Casi sesenta años después no sólo hay una España vacía, también hay una España muerta, enterrada por el cemento de las presas de los embalses. Tomando prestado el título de Llamazares, hay distintas formas de mirar el pasado.
Unos se fueron lejos, pero los difuntos no dejaron su tierra. Así nos lo recuerda una lápida levantada en el nuevo cementerio donde se llevaron los restos del viejo, que ya habían sufrido dos traslados anteriores por ampliaciones del camposanto. 'Aquí yacen los restos de todos los difuntos del pueblo viejo de Mansilla, cubierto bajo las aguas del pantano. RIP. 1958', reza la inscripción del marmóreo fosal.
Aunque los mansillanos estuvieron todavía dos años en sus antiguas viviendas, los fallecidos a partir de entonces se enterraron en el nuevo cementerio, situado en la carretera LR-113, en dirección hacia Burgos. No era la primera vez que los restos se movían de lugar. El aumento de la población ya obligó a un anterior traslado antes de construir el pueblo nuevo, un camposanto que como curiosidad tenía un espacio adosado para la inhumación de los restos de niños, cuya mortalidad era muy elevada en las primeras décadas del siglo XX.
Estos enterramientos se sumaban a los anteriores constatados junto a la iglesia parroquial de la Concepción y la ermita de Santa Catalina, el único edificio que se salvó de la inundación. Dos cipreses presiden el actual camposanto, un espacio desproporcionado para las escasas tumbas que acoge. El pasado se impone. Solo los recuerdos de los que estos días se acercan para rendir homenaje a sus seres queridos son capaces de llenar tanto vacío.

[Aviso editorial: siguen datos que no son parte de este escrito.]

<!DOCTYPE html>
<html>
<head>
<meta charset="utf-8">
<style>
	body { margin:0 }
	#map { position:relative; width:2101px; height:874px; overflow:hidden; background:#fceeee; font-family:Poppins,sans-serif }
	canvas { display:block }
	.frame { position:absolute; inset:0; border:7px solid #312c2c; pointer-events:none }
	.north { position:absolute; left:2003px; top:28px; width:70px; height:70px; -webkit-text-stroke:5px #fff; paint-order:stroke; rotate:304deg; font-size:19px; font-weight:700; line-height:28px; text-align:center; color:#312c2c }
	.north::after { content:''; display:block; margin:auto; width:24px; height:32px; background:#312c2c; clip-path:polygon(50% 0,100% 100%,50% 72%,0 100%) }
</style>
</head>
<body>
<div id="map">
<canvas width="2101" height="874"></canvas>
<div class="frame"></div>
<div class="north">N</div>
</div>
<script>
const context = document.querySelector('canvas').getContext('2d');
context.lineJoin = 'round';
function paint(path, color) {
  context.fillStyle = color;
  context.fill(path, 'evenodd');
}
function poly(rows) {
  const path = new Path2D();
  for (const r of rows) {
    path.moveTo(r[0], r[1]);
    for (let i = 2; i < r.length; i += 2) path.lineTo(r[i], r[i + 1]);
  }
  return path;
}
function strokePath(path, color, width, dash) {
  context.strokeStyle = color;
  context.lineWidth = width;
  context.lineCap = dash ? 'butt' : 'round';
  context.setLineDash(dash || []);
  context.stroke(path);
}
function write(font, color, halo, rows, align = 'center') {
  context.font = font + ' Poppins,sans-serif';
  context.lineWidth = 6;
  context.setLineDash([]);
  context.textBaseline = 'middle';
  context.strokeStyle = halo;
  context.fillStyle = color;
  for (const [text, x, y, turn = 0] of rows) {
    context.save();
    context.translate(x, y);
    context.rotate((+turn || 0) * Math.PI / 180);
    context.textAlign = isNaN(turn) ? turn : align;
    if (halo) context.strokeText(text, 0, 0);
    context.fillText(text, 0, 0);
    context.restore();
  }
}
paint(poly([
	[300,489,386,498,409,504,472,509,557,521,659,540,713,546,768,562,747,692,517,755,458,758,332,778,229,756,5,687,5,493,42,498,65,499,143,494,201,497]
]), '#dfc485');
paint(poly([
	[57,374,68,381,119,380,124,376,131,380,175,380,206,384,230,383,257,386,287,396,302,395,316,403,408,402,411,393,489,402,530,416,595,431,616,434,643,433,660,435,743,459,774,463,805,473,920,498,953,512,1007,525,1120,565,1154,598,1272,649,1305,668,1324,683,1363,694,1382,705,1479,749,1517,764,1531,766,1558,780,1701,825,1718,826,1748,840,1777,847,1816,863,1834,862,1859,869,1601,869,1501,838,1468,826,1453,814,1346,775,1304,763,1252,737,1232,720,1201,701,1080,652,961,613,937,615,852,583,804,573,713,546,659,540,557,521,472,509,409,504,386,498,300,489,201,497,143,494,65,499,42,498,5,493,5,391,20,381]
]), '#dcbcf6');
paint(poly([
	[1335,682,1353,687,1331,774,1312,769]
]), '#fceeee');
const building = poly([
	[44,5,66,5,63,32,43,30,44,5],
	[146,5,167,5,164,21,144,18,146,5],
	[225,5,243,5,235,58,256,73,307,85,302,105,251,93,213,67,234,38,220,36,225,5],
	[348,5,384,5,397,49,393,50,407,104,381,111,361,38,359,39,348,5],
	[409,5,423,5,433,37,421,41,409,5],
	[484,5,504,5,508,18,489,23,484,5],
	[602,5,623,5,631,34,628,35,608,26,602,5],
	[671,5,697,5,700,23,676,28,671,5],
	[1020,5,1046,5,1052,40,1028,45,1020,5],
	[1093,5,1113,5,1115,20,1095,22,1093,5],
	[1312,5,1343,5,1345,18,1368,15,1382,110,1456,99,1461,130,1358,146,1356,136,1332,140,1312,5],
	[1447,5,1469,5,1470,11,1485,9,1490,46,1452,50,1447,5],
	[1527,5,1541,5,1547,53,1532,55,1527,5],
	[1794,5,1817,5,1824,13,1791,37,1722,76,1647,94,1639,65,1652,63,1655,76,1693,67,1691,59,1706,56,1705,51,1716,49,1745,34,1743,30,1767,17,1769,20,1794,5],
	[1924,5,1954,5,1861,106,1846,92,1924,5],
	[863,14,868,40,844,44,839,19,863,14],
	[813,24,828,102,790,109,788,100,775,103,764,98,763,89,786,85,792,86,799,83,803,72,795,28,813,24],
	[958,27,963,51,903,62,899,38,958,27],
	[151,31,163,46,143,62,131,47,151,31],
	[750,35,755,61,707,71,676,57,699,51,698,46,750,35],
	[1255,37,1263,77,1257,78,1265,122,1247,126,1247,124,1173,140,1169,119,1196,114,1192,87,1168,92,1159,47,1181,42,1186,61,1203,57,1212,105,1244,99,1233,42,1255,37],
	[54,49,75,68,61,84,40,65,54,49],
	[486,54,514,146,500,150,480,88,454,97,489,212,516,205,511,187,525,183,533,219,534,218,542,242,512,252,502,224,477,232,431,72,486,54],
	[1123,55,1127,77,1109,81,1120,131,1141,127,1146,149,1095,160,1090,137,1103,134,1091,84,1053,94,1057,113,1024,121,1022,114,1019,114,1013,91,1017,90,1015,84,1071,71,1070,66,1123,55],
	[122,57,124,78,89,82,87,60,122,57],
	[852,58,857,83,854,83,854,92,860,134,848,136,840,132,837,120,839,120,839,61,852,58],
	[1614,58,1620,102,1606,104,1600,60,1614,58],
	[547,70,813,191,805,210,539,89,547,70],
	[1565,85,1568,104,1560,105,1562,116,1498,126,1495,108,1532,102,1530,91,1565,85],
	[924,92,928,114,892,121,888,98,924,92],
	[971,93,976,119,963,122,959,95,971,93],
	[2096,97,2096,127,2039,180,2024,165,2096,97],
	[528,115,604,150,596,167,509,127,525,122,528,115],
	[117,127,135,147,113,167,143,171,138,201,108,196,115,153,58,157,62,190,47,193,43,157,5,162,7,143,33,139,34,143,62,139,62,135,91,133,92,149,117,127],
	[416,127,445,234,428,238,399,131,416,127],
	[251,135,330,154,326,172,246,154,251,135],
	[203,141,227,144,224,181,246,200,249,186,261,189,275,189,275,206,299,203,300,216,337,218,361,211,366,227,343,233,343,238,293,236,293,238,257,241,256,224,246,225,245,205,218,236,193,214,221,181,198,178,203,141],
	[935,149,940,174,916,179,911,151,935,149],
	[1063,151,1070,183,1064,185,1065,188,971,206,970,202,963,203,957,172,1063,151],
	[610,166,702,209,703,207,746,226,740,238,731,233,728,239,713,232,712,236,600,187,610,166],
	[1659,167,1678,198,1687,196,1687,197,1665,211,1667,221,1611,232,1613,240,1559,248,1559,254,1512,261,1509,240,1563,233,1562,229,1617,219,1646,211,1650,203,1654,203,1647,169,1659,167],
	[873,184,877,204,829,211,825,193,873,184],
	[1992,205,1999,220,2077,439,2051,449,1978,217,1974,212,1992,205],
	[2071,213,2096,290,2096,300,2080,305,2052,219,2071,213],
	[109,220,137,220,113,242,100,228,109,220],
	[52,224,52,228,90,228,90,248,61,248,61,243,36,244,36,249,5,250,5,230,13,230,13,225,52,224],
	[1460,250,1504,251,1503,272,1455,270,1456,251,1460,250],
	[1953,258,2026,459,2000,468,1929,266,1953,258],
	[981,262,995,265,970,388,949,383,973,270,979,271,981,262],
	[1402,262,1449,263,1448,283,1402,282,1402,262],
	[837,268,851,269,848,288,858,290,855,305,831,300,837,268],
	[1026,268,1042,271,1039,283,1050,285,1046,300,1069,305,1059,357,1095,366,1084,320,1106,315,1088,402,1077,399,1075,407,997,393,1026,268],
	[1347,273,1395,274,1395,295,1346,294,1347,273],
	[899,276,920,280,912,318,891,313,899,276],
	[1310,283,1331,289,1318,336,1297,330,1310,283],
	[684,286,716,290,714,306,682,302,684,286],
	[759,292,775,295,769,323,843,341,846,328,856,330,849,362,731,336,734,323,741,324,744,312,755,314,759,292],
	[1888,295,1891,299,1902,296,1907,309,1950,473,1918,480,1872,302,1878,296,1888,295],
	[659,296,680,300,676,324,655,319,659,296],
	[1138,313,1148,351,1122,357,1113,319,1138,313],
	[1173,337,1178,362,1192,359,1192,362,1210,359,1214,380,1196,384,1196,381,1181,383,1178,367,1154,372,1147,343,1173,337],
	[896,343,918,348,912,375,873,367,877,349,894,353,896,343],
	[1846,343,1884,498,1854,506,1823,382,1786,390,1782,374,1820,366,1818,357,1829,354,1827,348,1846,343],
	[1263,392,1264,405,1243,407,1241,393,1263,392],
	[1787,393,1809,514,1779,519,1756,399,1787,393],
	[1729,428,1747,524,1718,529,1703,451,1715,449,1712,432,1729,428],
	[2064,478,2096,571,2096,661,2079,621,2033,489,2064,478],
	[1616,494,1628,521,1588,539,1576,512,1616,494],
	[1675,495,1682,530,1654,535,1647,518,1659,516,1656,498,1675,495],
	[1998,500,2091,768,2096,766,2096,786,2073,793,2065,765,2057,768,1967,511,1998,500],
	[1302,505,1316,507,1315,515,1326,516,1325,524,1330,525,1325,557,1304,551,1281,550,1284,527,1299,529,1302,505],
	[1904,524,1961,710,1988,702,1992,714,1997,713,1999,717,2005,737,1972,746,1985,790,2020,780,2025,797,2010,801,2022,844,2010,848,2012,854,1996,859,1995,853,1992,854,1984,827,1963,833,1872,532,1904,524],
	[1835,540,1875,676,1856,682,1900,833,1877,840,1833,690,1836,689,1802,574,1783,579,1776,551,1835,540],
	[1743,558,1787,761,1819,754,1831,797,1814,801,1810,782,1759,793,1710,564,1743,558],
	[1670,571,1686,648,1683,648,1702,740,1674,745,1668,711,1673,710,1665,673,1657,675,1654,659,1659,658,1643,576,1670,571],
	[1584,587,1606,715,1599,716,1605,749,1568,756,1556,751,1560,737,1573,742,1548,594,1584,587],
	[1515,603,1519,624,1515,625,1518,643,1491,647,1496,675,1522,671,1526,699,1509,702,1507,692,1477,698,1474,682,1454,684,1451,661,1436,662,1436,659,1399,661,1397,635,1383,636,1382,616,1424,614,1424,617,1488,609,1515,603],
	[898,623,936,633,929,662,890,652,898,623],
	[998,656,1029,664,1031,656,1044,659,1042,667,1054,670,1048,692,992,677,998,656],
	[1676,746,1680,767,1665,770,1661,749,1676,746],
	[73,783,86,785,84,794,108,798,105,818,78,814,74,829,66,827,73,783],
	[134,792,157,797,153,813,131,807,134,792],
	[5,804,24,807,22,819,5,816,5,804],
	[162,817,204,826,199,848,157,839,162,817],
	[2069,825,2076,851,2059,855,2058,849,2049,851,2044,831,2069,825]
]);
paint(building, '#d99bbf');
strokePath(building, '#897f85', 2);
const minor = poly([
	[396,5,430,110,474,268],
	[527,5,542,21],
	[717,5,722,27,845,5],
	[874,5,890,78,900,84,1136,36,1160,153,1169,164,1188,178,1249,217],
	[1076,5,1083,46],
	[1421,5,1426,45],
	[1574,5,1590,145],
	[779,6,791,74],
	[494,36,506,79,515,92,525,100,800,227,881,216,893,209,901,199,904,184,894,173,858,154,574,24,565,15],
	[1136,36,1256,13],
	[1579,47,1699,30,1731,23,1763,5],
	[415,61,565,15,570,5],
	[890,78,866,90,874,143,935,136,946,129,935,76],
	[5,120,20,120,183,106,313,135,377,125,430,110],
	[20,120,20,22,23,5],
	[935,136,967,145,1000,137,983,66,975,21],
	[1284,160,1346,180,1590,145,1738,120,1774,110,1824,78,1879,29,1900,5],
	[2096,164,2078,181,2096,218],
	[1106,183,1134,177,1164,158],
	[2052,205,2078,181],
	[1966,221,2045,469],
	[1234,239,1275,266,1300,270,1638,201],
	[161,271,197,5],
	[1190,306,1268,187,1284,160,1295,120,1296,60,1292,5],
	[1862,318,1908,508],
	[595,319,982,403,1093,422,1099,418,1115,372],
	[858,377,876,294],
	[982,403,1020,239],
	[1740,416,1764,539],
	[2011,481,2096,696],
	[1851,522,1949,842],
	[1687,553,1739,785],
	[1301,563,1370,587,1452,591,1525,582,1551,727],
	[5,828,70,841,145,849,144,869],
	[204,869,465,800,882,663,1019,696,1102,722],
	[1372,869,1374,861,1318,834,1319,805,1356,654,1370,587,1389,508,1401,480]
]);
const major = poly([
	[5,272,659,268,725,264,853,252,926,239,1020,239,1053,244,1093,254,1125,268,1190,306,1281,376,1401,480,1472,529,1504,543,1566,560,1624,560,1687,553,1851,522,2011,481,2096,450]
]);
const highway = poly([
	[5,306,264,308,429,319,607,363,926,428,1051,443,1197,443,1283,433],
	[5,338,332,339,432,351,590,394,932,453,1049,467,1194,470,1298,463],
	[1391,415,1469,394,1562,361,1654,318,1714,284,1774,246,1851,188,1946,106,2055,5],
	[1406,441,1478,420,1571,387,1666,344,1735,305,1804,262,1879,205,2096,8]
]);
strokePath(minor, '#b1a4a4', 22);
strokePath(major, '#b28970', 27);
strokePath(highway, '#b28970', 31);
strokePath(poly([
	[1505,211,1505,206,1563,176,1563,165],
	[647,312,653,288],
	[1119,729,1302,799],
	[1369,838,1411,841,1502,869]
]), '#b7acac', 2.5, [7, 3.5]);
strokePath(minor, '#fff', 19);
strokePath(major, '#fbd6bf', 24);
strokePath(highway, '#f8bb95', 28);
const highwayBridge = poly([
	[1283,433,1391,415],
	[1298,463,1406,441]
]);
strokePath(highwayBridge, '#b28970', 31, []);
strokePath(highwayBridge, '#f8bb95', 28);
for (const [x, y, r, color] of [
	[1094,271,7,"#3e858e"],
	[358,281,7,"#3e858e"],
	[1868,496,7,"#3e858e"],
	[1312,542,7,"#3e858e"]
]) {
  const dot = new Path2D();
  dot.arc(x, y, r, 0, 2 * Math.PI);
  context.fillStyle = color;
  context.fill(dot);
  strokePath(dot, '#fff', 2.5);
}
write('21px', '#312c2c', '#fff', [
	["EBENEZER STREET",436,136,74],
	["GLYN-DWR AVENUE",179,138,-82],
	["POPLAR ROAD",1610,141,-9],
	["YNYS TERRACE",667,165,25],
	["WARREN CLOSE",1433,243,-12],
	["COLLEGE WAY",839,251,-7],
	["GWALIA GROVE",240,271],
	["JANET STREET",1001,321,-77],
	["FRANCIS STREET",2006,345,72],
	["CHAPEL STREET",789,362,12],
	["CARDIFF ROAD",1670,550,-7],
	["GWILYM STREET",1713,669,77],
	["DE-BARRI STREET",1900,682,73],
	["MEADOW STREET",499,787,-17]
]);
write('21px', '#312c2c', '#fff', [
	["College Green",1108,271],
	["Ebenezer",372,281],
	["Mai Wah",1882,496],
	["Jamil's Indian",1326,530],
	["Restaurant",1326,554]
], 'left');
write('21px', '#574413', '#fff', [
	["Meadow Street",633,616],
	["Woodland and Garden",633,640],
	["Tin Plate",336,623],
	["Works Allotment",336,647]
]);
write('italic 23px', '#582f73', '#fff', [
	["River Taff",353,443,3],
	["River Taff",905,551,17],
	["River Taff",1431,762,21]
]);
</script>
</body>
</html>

El embalse de Mansilla se construyó durante el franquismo, pero el proyecto era anterior. Más en concreto, se diseñó durante el gobierno de Primo de Rivera. Franco no creó pantanos. La mayoría de los que hoy inundan la piel de toro fueron pergeñados durante la república, cuando Indalecio Prieto ejerció de ministro de Obras Públicas, quien continuó y amplió la política de obras hidroeléctricas iniciadas en la época de la dictadura de Primo de Rivera. Ya en el Plan Nacional de Obras Hidráulicas de 1933 se recogía la necesidad de construir una presa en el río Najerilla, el río de mayor longitud y caudal de La Rioja (sin contar el Ebro). Pero incluso antes, en el año 1930, se redactó un proyecto de pantano en Ventrosa de la Sierra, a escasos siete kilómetros en línea recta aguas abajo del valle, aunque no prosperó porque las posibilidades de obtención de energía eran menores en la confluencia de los ríos Urbión y Ventrosa.
En 1934, el Ministerio de Obras Públicas aprueba el expediente de información pública del proyecto de embalse de Mansilla de la Sierra. A partir de aquí, la suerte estaba echada y la zozobra se instaló entre los vecinos durante casi tres décadas por los retrasos en la construcción del pantano y de las nuevas viviendas prometidas.
El progreso, ejem, posaba sus zarpas encima de una población cargada de historia y de historias, una bella población surcada por tres ríos, atravesada por siete puentes y con decenas de casas de piedra engalanadas con escudos.